YuriCat / MuZeroJupyterExample

63 stars 15 forks source link

Help please #2

Open Zeta36 opened 4 years ago

Zeta36 commented 4 years ago

I'm trying to fill the pseudocode.py DeepMind attached to its paper about MuZero. for the network part I used a very similar structure to yours in this repository but I'm not able to make the training process to converge.

By the way, I tried with Connect4 game instead of tic-tac-toe.

Could you please @YuriCat take a look just in case I made some mistake? https://github.com/Zeta36/muzero

Thank you!!

YuriCat commented 4 years ago

Actually, my sample is also failing to achieve optimal policy. I think MuZero might need many self-play games in the early stage to obtain good abstract transition model.

I saw part of your code and I found one different point. In board games, the training target after terminal state is random actions for policy, and alternating values +1/-1 for value prediction if one of the players has won.

Since this point was not clearly written in the original paper, I asked a question to the author of it. He taught me that technique.

I hope this will help you!

Zeta36 commented 4 years ago

Thank you very much for your reply @YuriCat. I also think the major problem is the hardware issue. Let's wait for getting some hundreds TPU cards at home :P.

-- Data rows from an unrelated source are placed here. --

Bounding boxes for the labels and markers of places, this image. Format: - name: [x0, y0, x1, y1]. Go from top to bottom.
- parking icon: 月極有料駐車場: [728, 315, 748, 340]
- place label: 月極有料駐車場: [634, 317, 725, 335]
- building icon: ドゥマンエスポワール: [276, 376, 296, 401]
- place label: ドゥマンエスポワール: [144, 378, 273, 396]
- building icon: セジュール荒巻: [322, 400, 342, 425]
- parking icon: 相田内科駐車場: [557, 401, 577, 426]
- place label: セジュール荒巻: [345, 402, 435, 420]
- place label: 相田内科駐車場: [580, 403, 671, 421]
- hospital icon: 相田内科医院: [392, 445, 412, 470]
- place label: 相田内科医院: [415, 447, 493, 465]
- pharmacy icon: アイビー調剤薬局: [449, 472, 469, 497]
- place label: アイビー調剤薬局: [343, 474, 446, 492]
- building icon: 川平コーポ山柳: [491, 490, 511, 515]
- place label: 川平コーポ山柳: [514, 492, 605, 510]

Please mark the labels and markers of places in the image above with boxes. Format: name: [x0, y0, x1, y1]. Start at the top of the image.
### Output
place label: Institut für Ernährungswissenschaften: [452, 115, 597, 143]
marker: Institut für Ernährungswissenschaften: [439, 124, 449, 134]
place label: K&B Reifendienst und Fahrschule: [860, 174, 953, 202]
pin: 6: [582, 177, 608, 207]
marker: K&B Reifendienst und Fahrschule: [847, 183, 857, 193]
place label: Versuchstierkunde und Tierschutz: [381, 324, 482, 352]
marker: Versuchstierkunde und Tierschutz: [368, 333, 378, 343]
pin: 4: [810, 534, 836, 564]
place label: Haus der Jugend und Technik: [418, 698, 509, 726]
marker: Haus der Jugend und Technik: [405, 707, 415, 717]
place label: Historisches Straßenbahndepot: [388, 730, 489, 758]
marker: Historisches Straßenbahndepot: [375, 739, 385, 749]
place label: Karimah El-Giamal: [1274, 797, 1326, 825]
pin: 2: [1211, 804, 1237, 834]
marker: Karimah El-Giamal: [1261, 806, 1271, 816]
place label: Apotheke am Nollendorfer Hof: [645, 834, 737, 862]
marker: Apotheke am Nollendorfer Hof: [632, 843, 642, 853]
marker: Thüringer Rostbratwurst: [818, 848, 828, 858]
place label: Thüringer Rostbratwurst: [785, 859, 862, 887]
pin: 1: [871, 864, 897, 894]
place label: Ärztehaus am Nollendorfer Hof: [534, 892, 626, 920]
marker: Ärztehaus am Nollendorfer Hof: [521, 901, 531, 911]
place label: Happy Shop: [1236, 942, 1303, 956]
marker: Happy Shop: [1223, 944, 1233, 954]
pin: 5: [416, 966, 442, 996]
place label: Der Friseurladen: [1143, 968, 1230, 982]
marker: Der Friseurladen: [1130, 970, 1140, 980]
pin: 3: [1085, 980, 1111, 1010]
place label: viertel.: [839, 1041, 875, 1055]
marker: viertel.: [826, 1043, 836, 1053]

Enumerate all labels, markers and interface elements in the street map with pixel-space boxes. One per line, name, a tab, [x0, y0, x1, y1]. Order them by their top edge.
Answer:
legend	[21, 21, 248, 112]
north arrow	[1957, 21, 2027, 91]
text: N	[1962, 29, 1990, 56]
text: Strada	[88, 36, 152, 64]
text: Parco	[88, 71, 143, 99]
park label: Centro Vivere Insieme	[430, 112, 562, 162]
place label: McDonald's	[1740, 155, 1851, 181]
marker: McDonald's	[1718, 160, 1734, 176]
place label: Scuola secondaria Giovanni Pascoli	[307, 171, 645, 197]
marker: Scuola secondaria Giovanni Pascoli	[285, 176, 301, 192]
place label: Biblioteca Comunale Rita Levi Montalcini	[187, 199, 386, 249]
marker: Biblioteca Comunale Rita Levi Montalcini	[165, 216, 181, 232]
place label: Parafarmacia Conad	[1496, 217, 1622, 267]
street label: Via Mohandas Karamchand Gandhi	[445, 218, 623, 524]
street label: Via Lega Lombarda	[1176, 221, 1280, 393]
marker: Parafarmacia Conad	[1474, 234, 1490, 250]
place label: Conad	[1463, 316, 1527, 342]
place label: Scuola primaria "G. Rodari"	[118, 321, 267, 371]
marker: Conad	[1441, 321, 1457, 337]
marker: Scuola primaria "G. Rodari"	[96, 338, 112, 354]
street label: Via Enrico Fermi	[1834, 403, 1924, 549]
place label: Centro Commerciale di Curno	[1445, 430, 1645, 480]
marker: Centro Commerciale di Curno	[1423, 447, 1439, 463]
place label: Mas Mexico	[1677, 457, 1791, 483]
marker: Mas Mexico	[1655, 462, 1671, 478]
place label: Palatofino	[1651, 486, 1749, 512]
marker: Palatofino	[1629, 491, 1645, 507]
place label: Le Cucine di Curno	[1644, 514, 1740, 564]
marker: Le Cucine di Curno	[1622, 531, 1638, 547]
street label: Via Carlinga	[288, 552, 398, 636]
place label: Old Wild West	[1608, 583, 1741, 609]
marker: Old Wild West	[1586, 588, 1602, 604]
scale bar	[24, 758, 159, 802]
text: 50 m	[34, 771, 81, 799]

Please, any new step forward you get, push it in your repo.

johan-gras commented 4 years ago

If somehow that could help, I have a working implementation for the gym Cartpole environment (1 player). The optimal policy is reached relatively quickly (500 episodes or so). Nonetheless, Cartpole is a lot simpler to solve than a board game :)

https://github.com/johan-gras/MuZero

ZHANGRUI666 commented 4 years ago

Thank you very much for your reply @YuriCat. I also think the major problem is the hardware issue. Let's wait for getting some hundreds TPU cards at home :P.

Please, any new step forward you get, push it in your repo.

Hello,Zeta! how is everything going? has your Muzero converged? I build one too, it is also fail to reach optimal policy

ipsec commented 3 years ago

My code is not converging too. Can someone help me identify where I'm wrong?

My repo https://github.com/ipsec/muzero